## DESCRIPTION OF THE TASK
Each line below that holds the word "Graveface" counts toward the answer; reply with the total number only.
/---
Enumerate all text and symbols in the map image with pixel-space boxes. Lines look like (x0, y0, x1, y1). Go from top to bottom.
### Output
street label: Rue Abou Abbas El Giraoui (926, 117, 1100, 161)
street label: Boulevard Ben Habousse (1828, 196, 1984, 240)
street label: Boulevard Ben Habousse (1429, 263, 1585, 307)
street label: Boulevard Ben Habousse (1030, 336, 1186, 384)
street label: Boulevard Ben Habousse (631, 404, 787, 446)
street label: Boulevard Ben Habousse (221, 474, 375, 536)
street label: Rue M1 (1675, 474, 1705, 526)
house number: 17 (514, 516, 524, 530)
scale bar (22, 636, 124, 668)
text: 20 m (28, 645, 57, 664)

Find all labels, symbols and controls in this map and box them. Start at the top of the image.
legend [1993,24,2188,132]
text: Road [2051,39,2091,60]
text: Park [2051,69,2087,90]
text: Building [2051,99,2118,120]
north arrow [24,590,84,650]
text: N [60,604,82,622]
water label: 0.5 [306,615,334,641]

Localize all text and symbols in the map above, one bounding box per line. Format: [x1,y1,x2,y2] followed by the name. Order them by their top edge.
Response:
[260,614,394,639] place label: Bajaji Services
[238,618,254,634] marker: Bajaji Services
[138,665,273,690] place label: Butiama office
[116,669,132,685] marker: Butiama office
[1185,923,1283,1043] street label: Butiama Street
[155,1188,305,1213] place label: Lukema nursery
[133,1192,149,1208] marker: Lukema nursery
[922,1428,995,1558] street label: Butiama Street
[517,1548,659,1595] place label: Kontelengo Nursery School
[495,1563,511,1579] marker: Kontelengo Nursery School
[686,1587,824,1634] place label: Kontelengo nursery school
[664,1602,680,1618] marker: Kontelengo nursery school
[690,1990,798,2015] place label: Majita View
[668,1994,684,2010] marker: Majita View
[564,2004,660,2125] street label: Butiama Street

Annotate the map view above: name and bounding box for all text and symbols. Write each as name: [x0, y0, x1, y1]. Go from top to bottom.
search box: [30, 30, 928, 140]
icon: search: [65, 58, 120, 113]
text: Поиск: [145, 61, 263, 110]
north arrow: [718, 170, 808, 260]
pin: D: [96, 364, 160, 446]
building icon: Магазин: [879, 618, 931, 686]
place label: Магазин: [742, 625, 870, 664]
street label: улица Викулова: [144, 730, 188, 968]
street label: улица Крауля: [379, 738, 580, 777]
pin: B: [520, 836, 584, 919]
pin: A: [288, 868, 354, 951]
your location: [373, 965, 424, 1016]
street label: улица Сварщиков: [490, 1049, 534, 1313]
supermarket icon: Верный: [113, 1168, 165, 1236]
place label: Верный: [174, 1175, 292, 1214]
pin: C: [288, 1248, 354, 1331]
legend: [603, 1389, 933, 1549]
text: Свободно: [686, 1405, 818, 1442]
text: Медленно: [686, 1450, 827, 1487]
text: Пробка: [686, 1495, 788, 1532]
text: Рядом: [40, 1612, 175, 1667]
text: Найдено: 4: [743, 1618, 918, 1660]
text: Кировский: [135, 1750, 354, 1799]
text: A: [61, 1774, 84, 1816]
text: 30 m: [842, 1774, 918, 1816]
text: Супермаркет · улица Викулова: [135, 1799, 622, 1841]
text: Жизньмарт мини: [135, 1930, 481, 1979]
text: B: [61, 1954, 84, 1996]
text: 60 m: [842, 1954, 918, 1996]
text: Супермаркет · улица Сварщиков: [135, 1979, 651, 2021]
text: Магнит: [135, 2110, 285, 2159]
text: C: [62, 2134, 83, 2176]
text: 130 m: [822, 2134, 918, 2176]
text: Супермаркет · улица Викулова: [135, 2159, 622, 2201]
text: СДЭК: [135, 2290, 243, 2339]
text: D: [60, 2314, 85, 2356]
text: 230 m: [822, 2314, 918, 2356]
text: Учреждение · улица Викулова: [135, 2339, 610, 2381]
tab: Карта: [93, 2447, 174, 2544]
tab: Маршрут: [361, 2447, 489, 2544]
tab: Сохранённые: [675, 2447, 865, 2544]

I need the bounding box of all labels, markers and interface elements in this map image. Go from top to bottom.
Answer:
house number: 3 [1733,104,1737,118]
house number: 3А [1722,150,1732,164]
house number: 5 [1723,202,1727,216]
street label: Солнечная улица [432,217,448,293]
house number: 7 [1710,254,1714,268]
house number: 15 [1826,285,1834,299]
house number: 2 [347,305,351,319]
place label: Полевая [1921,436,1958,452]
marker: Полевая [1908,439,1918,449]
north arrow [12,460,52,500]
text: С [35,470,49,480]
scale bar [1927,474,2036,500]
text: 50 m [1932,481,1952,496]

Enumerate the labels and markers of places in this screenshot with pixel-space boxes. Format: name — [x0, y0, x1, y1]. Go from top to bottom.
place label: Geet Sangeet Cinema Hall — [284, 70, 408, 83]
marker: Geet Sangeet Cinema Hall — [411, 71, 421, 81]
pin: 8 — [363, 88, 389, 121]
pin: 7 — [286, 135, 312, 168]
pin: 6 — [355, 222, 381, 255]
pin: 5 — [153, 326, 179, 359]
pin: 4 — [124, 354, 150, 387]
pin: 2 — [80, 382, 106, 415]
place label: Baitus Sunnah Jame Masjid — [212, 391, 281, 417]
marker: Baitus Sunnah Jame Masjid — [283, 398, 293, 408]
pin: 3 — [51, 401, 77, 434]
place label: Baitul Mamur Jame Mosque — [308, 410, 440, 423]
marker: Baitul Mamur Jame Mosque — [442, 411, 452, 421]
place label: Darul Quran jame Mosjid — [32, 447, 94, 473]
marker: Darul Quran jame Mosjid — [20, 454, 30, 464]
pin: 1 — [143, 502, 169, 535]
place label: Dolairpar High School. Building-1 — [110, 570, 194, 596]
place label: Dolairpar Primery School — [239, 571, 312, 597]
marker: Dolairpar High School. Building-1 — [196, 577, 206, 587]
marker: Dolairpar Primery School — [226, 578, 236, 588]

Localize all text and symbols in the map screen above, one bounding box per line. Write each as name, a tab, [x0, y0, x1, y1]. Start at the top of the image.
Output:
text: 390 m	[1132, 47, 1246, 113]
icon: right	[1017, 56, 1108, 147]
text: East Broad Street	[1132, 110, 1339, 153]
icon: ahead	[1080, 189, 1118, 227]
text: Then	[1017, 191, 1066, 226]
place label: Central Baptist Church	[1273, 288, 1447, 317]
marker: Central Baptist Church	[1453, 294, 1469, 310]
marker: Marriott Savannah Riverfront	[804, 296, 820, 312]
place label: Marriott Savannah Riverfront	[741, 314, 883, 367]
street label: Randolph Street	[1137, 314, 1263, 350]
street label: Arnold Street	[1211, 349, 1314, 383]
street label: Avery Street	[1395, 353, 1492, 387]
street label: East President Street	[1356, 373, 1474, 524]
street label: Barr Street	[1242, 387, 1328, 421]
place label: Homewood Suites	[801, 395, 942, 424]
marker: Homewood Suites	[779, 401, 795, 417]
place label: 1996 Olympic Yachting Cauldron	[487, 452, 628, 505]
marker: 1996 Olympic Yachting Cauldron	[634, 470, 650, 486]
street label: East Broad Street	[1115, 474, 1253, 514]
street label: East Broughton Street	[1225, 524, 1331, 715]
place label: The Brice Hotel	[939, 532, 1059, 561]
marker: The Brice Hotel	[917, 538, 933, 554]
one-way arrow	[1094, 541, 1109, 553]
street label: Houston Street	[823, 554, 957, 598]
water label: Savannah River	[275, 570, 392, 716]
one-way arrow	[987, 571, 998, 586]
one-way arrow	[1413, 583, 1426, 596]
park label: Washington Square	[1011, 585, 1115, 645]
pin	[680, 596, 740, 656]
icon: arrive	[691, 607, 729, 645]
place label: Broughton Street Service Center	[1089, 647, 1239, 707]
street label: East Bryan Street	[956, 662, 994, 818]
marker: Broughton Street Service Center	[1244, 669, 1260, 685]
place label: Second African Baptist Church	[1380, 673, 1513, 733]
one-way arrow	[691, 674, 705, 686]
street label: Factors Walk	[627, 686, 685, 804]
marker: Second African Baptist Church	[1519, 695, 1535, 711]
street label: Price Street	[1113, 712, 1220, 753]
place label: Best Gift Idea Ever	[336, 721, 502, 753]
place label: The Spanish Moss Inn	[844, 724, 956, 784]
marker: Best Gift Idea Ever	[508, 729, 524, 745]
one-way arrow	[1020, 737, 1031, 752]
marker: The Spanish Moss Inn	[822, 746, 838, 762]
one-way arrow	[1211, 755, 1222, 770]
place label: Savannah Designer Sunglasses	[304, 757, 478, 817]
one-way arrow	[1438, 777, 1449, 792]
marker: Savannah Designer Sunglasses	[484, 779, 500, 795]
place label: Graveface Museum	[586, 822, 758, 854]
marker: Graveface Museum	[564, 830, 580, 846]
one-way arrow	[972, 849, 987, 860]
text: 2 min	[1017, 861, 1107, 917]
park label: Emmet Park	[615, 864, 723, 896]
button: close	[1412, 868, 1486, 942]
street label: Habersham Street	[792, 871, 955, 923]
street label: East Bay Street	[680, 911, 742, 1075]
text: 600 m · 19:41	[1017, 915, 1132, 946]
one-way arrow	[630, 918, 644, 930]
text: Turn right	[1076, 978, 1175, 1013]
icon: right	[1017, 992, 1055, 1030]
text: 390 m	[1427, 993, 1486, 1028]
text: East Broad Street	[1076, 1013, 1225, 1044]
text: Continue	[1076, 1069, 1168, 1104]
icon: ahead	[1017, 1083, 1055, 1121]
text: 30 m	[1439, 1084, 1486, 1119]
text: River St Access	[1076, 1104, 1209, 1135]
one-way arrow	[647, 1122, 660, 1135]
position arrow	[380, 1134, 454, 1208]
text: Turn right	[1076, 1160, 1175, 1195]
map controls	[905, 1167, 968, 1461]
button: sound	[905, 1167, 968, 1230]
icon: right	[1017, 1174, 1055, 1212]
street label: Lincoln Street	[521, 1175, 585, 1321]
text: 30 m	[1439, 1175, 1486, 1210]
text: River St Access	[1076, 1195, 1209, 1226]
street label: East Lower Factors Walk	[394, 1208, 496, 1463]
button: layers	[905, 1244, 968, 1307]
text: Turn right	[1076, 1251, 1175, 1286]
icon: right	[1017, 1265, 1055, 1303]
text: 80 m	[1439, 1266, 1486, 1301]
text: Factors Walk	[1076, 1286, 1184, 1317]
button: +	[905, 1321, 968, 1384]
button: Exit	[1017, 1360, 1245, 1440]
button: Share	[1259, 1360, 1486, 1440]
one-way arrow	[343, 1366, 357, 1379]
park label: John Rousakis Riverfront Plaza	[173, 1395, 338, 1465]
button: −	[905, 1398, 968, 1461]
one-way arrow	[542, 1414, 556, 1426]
\---
## FINISHED TASK
2